Las noticias no fueron alentadoras para los rojiblancos; las lesiones de Alberto Medina, Antonio Gallardo, Omar Arellano Carlos Fierro que se sumaron a las de Miguel Ángel Ponce, y Édgar Mejía, para ennegrecer aun más el sombrío panorama, y aunque es probable que alguno de ellos pueda jugar, lo cierto es que el plantel de Ambríz está mermado, además, en el periplo de la Libertadores tiene visita complicada ante Vélez; ante estas eventualidades que siempre ocurren es cuando una directiva previsora debe contratar refuerzos que mitiguen el jugar con desventajas. El galimatías que hoy con urgencia deben resolver se llama San Luis, conjunto que hasta hace no mucho tiempo era dirigido por el hoy pastor del Rebaño, con todos los mitos urbanos que esto conlleva.
San Luis es un equipo del que poco se habla porque sus logros deportivos son escasos; cuando son nota es por temas polémicos cuando enfrentan al América por ejemplo, dado que ambos son de la misma cimiente y cuando de morbo se trata ahí siempre hay tela de donde cortar. En esta ocasión de nuevo han sido tema de polémica, porque la directiva les ha retenido su salario a los jugadores hasta que obtengan un triunfo, lo cual es una arbitrariedad inadmisible que la FMF no se debería permitir, salvo que los jugadores tengan un contrato por objetivos, o estuvieran de acuerdo con la medida. En este caso, los futbolistas no concuerdan con la decisión de la directiva pero la aceptan con resignación, pues no les queda de otra.
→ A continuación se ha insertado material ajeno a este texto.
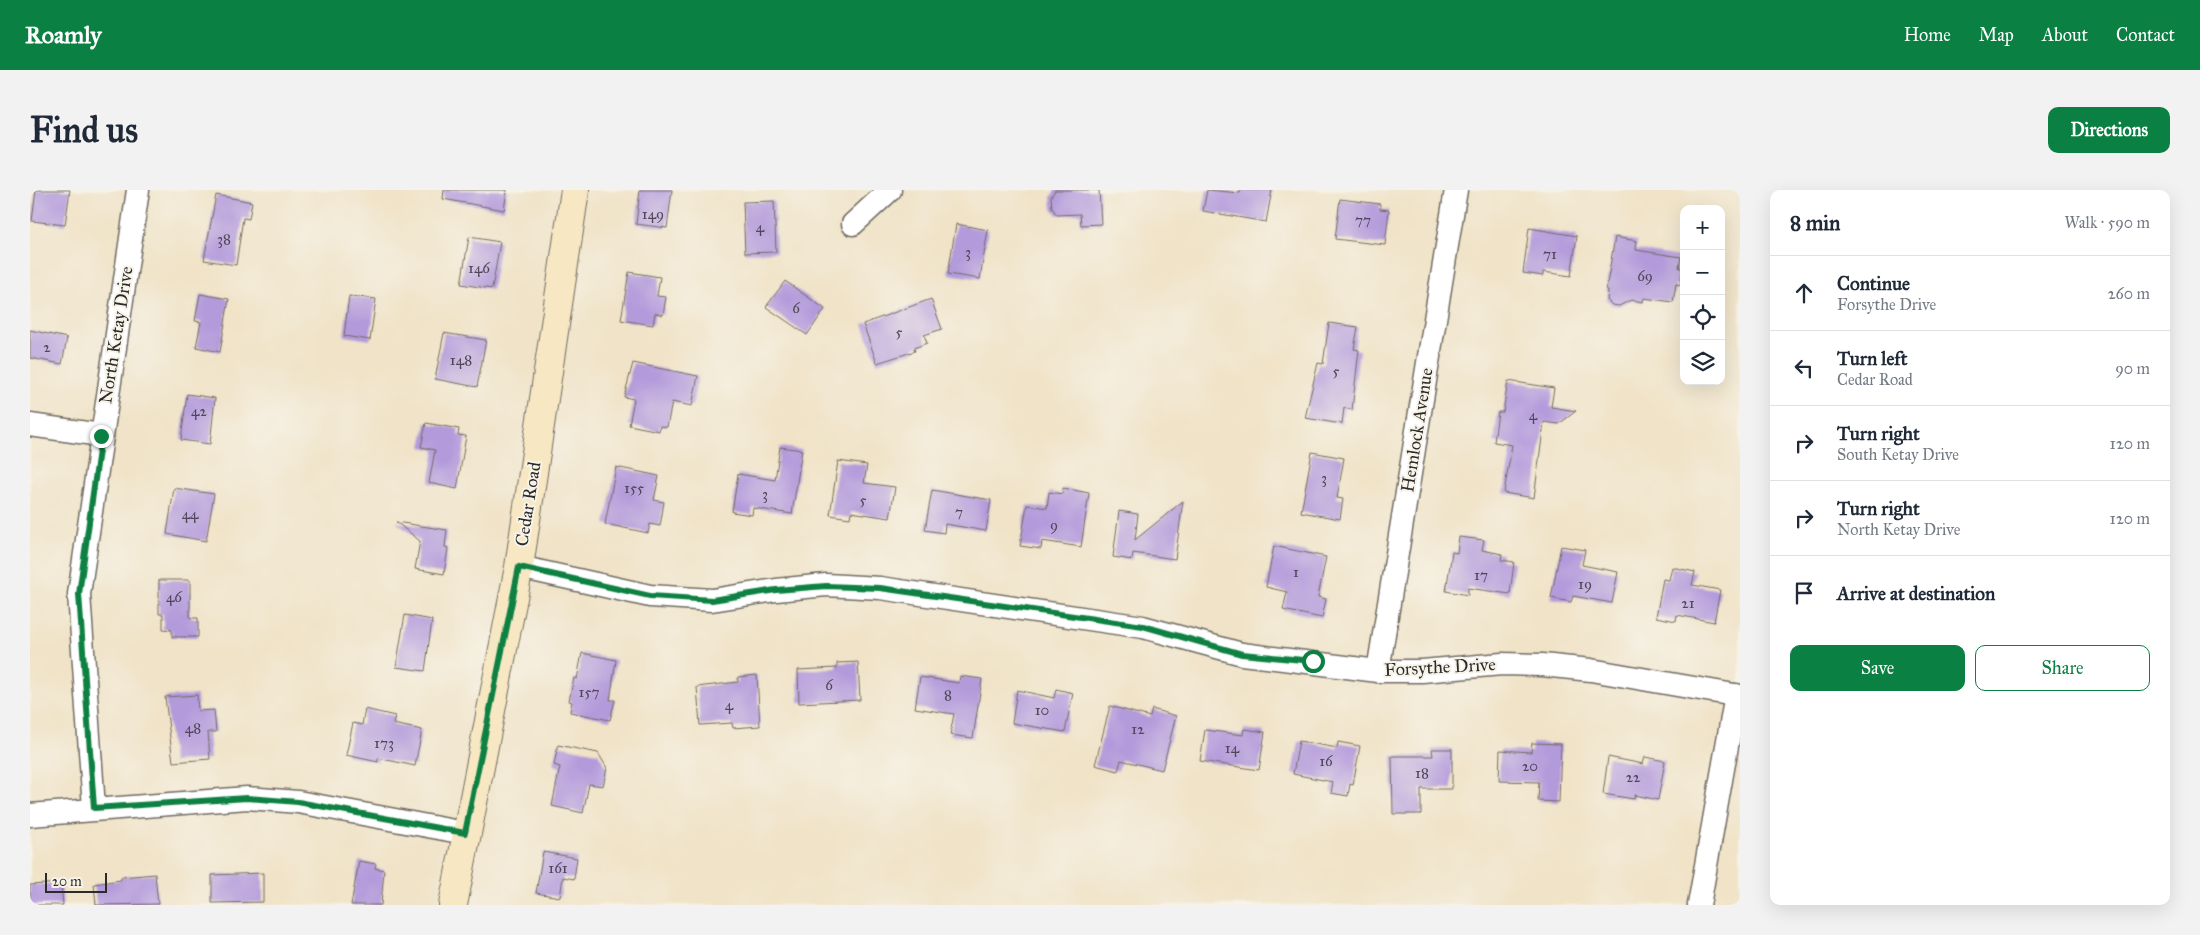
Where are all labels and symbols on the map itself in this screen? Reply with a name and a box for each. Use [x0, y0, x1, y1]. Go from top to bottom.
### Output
house number: 149 [642, 205, 664, 223]
house number: 77 [1355, 211, 1371, 229]
house number: 4 [756, 218, 765, 236]
house number: 38 [217, 230, 231, 248]
house number: 3 [965, 243, 971, 261]
house number: 71 [1543, 245, 1557, 263]
house number: 146 [468, 259, 491, 277]
street label: North Ketay Drive [94, 265, 138, 405]
house number: 69 [1637, 267, 1653, 285]
house number: 6 [792, 299, 801, 317]
house number: 5 [896, 323, 903, 341]
house number: 2 [43, 338, 51, 356]
house number: 148 [450, 351, 472, 369]
house number: 5 [1333, 362, 1340, 380]
street label: Hemlock Avenue [1396, 366, 1438, 494]
house number: 42 [191, 402, 207, 420]
house number: 4 [1529, 406, 1538, 424]
route end [90, 425, 113, 448]
street label: Cedar Road [510, 460, 546, 548]
house number: 3 [1321, 469, 1327, 487]
house number: 155 [624, 479, 644, 497]
house number: 3 [762, 485, 768, 503]
house number: 5 [860, 491, 867, 509]
house number: 7 [955, 503, 963, 521]
house number: 44 [182, 505, 199, 523]
house number: 9 [1050, 516, 1058, 534]
house number: 1 [1293, 563, 1299, 581]
house number: 17 [1474, 566, 1488, 584]
house number: 19 [1578, 575, 1592, 593]
house number: 46 [166, 588, 183, 606]
house number: 21 [1681, 594, 1695, 612]
route start [1302, 650, 1325, 673]
street label: Forsythe Drive [1384, 653, 1496, 681]
house number: 6 [825, 676, 834, 694]
house number: 157 [579, 683, 599, 701]
house number: 8 [944, 686, 952, 704]
house number: 4 [725, 696, 734, 714]
house number: 10 [1035, 701, 1049, 719]
house number: 48 [185, 719, 201, 737]
house number: 12 [1131, 720, 1145, 738]
house number: 173 [374, 734, 394, 752]
house number: 14 [1225, 739, 1240, 757]
house number: 16 [1319, 752, 1334, 770]
house number: 20 [1522, 757, 1538, 775]
house number: 18 [1415, 764, 1429, 782]
house number: 22 [1626, 768, 1641, 786]
house number: 161 [548, 859, 568, 877]
scale bar [45, 870, 108, 893]

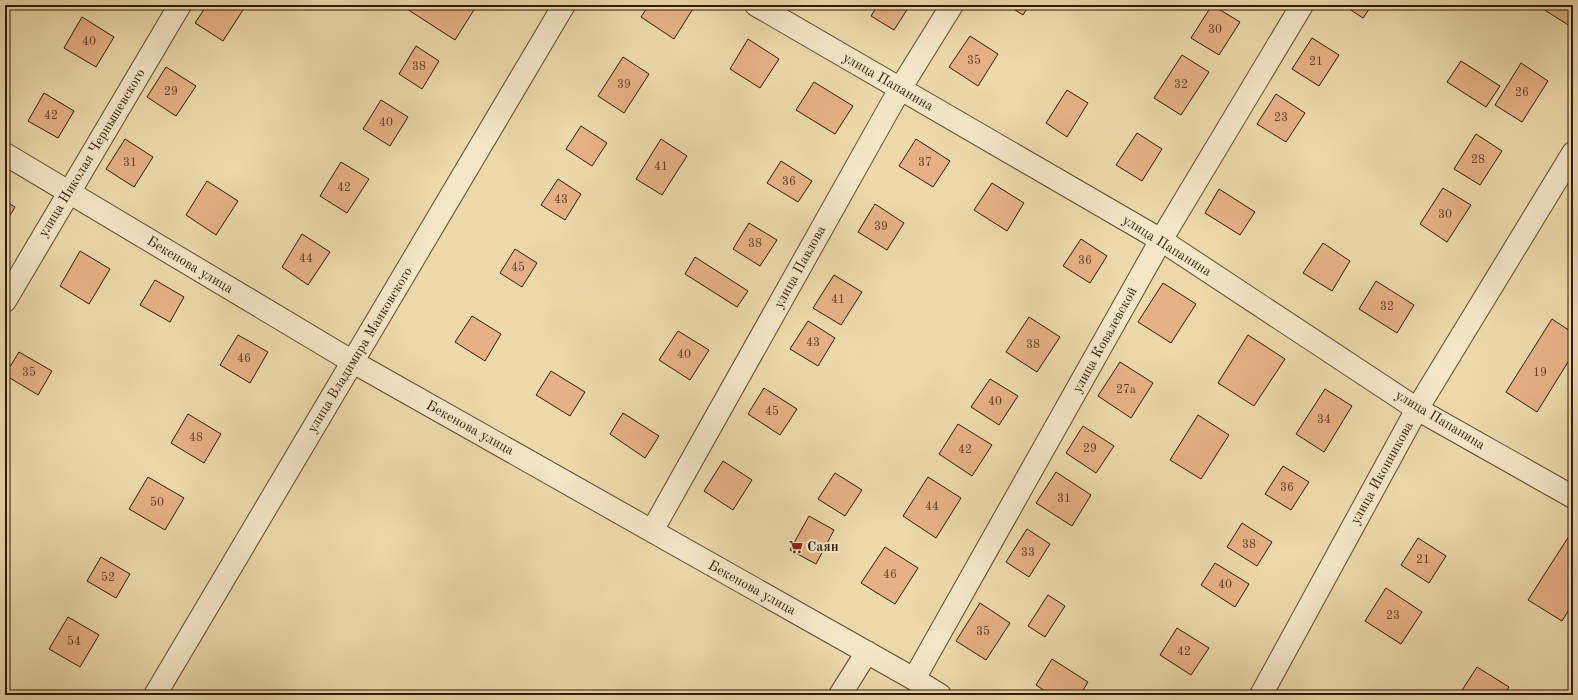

¿Estarán lamentando los jugadores que hayan sido incapaces de formar un sindicato?, paradójicamente el director deportivo del San Luis es Mario Hernández Lash, quien fuera el presidente de la Comisión del Jugador.
Qué directivo podrá pensar que un futbolista sale a la cancha con el deseo de ser derrotado y en este caso, en cuatro partidos de forma consecutiva, para ahora forzarlos a jugar por chivo que sustenta a sus familias. Este original proceder para recomponer el rumbo de un equipo puede ser un grave precedente; San Luis pertenece a la organización que maneja el futbol mexicano, no tiene problemas de solvencia económica. Si hoy vencen a Chivas se dirá que la medida fue exitosa y más de alguna otra directiva intentará aplicarla, lo cual es muy peligroso; eso no corresponde a una liga seria, por obvias razones nadie se queja, pero por eso se toleran cosas como estas que son un atropello.